10 Bits: The Data News Hot List
This week’s list of data news highlights covers May 24-30 and includes articles about Chicago’s planned environmental sensor network and an eBay initiative to use data to predict aesthetically pleasing clothing combinations.
Chicago will begin rolling out a next-generation data collection system this summer, which will use light post-mounted sensors to collect data on temperature, humidity, air quality, and other environmental variables. The initiative, a collaboration with industry and the Urban Center for Computation and Data, will begin with 30 to 50 such sensor nodes, but may grow to up to 500 additional installations in the future. The data will be available through the city’s open data portal, where city departments can use it to conduct studies on how environmental factors affect various aspects of city governance. The city is also working on an open data analytics platform, which it intends to make available to other cities.
The National Collegiate Athletic Association (NCAA) and the U.S. Department of Defense announced that they would collaborate to launch the most comprehensive concussion database ever created. The $30 million dollar effort, announced this week, will initially study NCAA athletes from 10 universities, as well as the entire student bodies at military service academies. The organizers hope the effort will aid researchers in conducting longitudinal research into sports-related concussions, which has traditionally been difficult due to small sample sizes.
eBay Research Labs wants to create a predictive algorithm to determine what clothing items make good combinations and recommend those combinations when a user is shopping. Researchers developed two algorithms to recommend outfits. The first suggests matches based on clothing items’ color, while the second detects whether or not the clothing item is patterned and recommends a solid-colored item if it is. The researchers then surveyed human subjects to rate the algorithms’ performance. The ongoing research is not yet being deployed on eBay’s website, but may be piloted in the future.
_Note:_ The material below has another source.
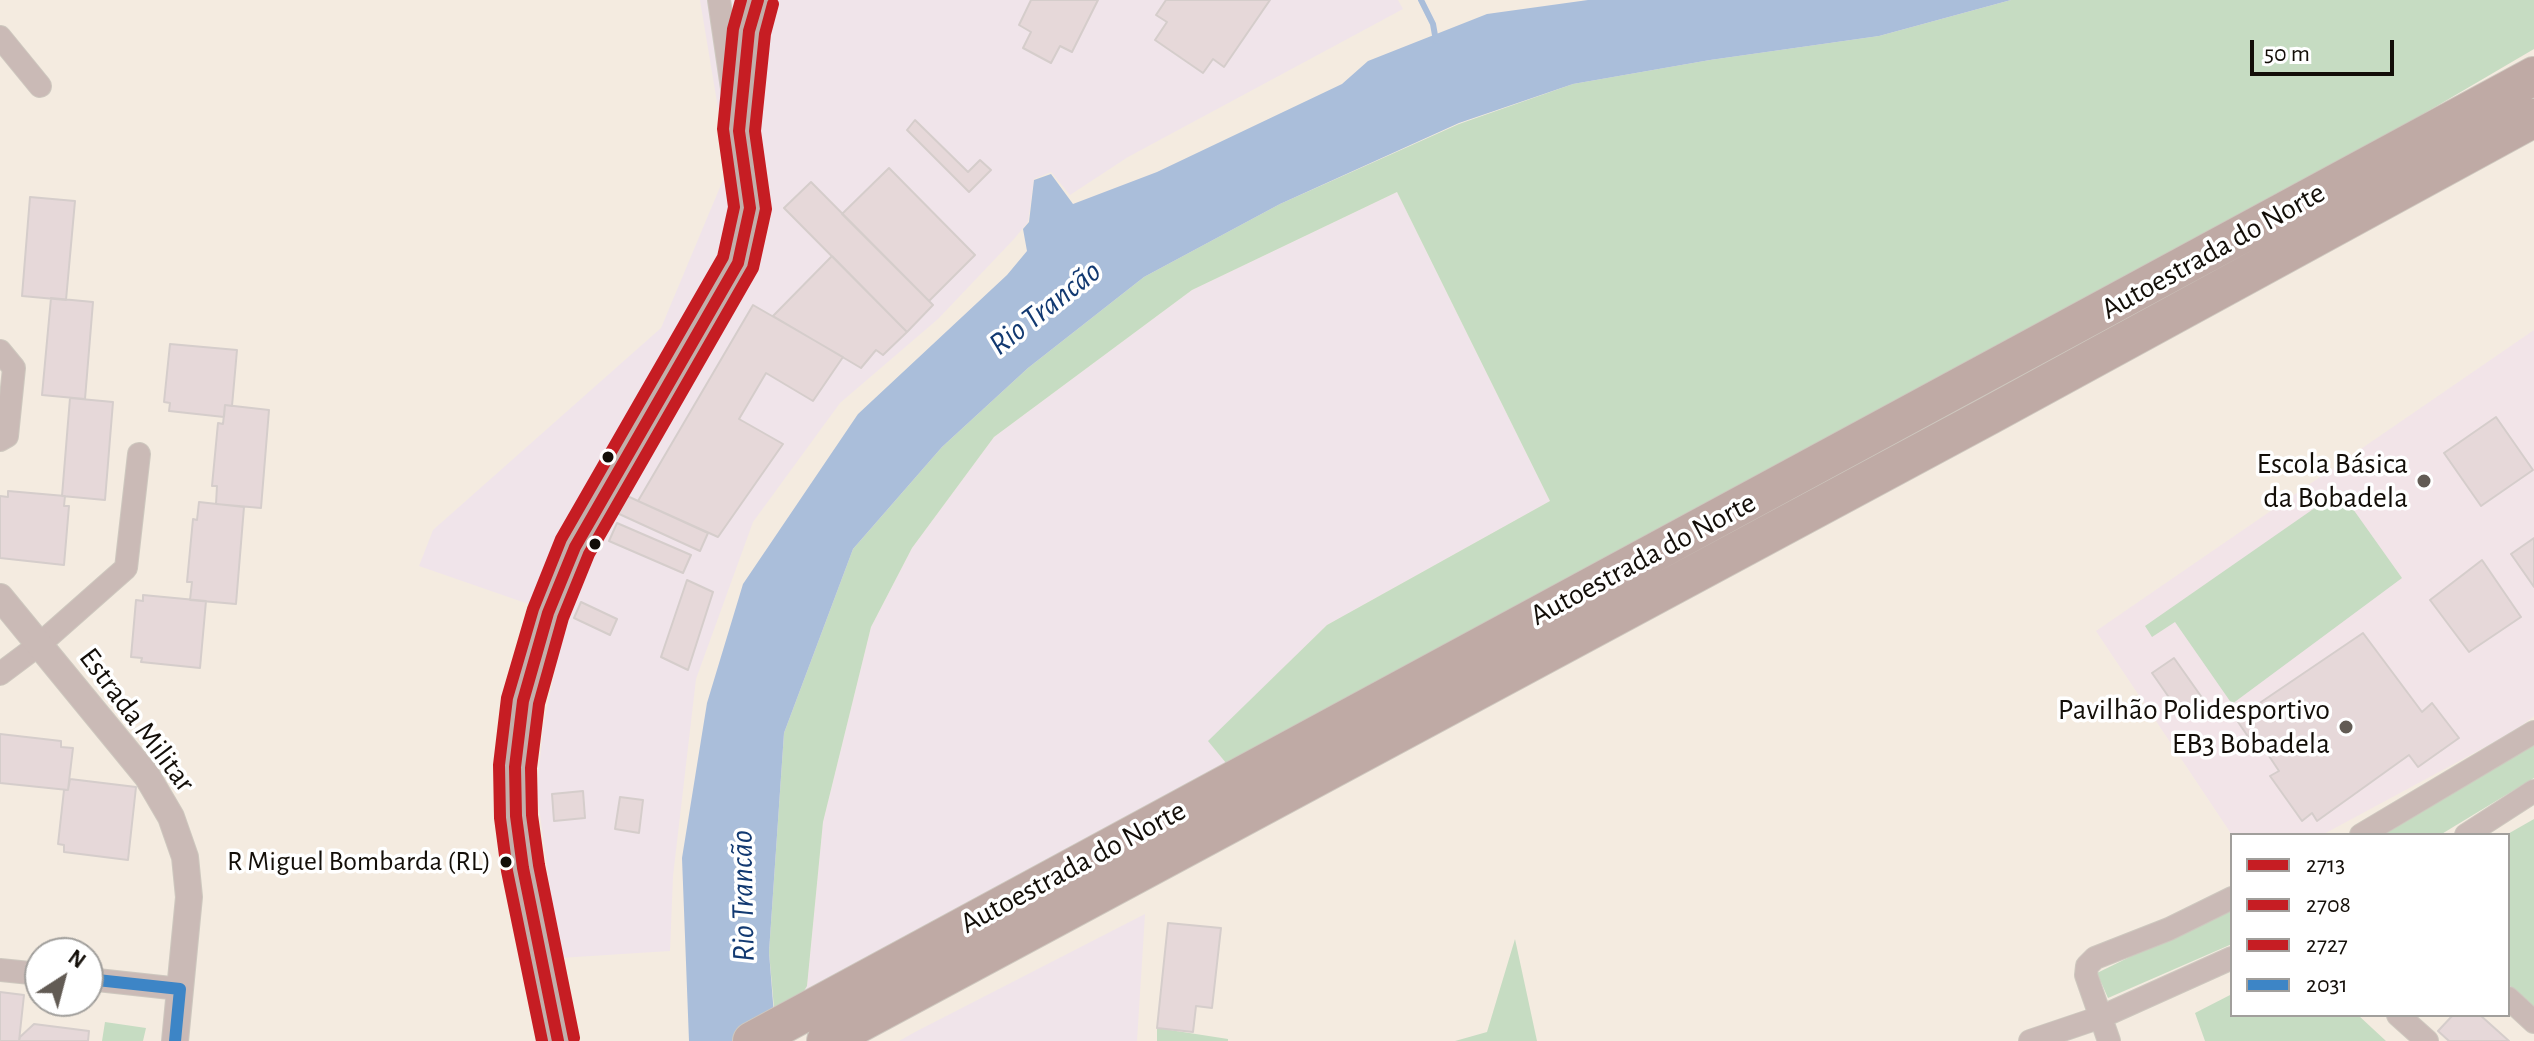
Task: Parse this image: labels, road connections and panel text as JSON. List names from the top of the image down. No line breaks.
{"streets":{"highway":["Autoestrada do Norte"],"street":["Estrada Militar"]},"water":["Rio Trancão"],"places":["Escola Básica da Bobadela","Pavilhão Polidesportivo EB3 Bobadela","R Miguel Bombarda (RL)"],"lines":["transit line 2713","transit line 2727","transit line 2708","transit line 2031"],"legend":["2713","2708","2727","2031"],"scale_bar":"50 m","north":"top right"}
Researchers at Stanford University mined a unique Reddit data set to learn about what strategies work best for asking favors. On Reddit’s Random Acts of Pizza section, users leave messages asking for pizza, which other users can donate if they find the message convincing. The whimsical concept produced interesting data, with a total of 5,738 requests falling into five general categories, including having a financial need, being a student, and merely having a craving for pizza. The researchers used machine learning techniques to analyze various aspects of the posts and determine what might be responsible for the success of a request. The resulting algorithm, which had a 70 percent success rate, found that narratives about jobs, money, and family increase the probability that a request will be fulfilled, while narratives expressing a craving reduce chances of success.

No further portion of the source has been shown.